The problem is, while nine donors at the National Sperm Bank have met this gold standard, dozens—perhaps hundreds—of people they can't help are turning to the internet and social media to donate sperm privately. Sites with subtle names like "Donor Daddy" and "Tadpole Town" have sprung up, circumventing the professionals and satisfying demand directly. Only last month, the Mail reported on a lesbian couple who approached a man advertising his services on Facebook. The man in question, Kenzie Kilpatrick, has apparently helped nine women to conceive. That's the equivalent of one birth for every donor in the National Sperm Bank.

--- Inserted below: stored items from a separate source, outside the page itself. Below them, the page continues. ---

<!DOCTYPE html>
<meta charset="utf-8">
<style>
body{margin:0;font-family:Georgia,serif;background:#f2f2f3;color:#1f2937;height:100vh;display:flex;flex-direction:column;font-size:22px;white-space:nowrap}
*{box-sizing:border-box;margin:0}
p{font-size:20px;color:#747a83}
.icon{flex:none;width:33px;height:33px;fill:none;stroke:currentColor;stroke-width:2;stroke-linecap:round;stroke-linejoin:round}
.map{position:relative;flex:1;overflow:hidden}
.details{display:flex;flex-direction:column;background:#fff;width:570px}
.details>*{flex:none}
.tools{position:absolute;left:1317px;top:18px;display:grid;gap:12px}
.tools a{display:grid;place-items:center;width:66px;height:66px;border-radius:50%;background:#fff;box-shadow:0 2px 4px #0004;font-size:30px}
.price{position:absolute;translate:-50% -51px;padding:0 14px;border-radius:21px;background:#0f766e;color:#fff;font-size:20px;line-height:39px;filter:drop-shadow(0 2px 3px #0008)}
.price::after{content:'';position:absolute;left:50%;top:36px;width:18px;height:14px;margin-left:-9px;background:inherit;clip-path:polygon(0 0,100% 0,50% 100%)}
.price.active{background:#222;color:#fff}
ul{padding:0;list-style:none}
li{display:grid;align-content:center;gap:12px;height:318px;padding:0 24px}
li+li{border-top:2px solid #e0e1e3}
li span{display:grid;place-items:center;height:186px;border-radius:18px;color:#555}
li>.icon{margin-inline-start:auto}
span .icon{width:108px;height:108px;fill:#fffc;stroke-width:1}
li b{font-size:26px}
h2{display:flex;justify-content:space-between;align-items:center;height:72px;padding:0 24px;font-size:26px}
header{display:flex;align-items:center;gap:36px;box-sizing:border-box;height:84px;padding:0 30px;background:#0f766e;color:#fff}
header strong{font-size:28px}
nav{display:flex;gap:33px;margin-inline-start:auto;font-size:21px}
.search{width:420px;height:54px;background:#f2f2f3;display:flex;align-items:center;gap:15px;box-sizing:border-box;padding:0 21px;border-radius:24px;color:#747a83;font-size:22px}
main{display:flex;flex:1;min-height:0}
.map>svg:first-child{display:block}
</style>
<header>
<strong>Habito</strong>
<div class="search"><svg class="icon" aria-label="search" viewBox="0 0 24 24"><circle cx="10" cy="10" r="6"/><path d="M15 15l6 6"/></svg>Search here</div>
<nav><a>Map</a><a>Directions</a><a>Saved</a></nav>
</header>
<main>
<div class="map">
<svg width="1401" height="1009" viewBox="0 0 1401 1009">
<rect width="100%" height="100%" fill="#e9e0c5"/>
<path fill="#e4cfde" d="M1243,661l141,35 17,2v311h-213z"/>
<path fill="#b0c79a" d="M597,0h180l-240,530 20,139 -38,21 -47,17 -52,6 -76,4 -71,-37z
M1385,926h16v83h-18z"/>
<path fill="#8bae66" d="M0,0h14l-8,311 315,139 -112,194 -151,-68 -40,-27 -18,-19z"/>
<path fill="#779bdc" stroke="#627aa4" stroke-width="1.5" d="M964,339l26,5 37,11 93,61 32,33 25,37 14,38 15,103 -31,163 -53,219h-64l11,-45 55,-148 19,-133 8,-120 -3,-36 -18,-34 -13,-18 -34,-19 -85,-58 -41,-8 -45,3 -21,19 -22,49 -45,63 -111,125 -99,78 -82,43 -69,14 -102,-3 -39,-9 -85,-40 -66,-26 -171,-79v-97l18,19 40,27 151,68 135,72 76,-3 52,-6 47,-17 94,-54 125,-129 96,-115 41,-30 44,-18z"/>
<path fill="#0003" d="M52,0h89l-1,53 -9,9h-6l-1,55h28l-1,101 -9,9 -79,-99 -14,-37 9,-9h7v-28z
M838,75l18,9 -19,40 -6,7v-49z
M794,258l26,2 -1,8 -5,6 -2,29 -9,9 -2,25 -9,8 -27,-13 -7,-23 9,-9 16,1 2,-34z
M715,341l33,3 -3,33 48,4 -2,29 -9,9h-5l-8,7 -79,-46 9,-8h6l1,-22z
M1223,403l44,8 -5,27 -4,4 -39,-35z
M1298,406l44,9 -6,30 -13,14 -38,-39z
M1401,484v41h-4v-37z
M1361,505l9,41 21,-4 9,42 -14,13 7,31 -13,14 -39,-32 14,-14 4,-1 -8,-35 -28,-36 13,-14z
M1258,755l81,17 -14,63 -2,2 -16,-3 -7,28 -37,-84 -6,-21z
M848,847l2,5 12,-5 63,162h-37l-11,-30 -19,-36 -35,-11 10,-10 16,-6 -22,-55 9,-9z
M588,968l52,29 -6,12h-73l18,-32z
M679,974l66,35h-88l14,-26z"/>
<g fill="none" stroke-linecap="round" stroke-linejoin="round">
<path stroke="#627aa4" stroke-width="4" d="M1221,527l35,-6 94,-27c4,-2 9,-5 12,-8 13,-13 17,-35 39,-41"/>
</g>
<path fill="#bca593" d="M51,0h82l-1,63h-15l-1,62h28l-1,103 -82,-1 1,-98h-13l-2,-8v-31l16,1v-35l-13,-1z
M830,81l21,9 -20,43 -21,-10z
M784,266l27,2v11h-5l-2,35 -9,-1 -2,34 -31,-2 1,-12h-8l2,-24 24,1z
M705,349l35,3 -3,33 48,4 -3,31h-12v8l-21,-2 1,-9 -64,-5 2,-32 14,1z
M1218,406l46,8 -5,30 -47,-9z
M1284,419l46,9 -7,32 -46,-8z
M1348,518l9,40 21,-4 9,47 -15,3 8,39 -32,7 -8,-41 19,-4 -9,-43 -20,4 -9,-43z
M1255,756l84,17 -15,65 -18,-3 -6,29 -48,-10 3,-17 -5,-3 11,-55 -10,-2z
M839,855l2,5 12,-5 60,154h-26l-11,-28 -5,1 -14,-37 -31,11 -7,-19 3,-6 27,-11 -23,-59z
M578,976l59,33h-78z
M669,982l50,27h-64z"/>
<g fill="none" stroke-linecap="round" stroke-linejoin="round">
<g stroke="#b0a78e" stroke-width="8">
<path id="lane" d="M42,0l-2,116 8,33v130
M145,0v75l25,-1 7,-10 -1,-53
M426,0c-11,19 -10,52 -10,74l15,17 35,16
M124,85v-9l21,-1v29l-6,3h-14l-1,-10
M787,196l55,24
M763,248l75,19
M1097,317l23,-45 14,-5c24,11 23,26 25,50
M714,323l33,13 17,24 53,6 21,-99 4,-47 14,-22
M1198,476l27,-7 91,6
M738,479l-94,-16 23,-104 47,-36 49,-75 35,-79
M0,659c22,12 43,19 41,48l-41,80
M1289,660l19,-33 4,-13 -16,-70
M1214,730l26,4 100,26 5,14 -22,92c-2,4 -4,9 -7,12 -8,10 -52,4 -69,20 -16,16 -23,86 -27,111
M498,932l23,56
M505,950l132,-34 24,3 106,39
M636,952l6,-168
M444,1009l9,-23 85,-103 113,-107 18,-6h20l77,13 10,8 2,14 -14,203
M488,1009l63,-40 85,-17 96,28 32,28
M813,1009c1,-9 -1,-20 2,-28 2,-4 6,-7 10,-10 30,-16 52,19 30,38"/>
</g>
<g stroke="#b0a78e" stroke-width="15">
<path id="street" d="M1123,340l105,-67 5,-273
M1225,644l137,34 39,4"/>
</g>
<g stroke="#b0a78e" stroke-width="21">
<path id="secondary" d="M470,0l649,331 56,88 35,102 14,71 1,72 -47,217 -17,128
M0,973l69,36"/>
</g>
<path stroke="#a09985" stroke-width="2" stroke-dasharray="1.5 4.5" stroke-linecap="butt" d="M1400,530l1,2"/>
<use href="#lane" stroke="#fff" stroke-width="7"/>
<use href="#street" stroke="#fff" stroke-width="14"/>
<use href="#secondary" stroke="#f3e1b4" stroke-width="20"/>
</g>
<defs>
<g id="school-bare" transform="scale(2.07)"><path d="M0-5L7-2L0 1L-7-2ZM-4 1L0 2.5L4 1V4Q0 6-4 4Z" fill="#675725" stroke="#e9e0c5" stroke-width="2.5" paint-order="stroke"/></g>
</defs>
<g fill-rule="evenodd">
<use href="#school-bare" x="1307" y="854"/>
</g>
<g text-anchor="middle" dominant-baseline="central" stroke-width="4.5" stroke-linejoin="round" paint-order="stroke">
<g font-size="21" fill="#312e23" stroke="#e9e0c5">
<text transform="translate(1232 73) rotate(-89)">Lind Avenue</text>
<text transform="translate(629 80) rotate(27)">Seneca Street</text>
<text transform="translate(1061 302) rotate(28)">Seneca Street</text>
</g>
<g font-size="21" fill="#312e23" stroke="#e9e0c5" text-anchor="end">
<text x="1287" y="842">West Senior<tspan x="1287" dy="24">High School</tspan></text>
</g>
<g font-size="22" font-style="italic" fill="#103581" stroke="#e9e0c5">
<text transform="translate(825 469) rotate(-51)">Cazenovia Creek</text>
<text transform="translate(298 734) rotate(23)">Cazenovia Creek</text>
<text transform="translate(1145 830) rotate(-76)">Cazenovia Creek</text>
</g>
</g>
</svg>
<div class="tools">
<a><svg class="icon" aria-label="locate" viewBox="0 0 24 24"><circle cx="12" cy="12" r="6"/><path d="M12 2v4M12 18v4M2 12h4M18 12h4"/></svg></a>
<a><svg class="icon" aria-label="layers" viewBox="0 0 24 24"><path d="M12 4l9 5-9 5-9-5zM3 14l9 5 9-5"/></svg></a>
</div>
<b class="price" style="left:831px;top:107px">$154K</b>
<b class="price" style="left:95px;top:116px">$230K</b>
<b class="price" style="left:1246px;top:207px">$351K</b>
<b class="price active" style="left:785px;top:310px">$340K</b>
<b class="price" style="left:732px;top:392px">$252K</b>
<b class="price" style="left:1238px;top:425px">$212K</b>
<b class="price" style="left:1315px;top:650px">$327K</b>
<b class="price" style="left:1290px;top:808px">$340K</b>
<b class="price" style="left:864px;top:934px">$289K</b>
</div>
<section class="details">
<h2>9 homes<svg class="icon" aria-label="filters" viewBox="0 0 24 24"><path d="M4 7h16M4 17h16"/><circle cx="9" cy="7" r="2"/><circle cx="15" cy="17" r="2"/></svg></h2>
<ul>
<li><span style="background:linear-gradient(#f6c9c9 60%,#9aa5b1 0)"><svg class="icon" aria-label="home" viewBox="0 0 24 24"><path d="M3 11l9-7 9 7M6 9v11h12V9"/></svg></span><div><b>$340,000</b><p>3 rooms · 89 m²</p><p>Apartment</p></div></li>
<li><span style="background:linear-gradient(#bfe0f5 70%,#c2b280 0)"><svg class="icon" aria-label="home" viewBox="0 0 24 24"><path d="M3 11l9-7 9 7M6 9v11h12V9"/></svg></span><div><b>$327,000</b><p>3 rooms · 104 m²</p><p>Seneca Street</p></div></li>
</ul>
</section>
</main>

But these "services" are totally unregulated. There's no guarantee as to what you're getting or who you're dealing with, or what the quality of the sperm is likely to be. Of course it could be argued that the same is true for most non-donor pregnancies, but the potential for abuse is huge. The Mirror reported in 2013 on the case of a sperm donor professor who'd fathered 49 children, but was arrested on suspicion of sexual assault after complaints by a number of mothers.

Which raises a question—if the result of restrictions on sperm donation is just that people ignore them and go elsewhere, are they really doing anything for public health or safety? Would it be better to make the process easier and bring more people into contact with professionals, rather than continuing to run a system that most people simply bypass? I don't know, but people seem to be making up their own minds.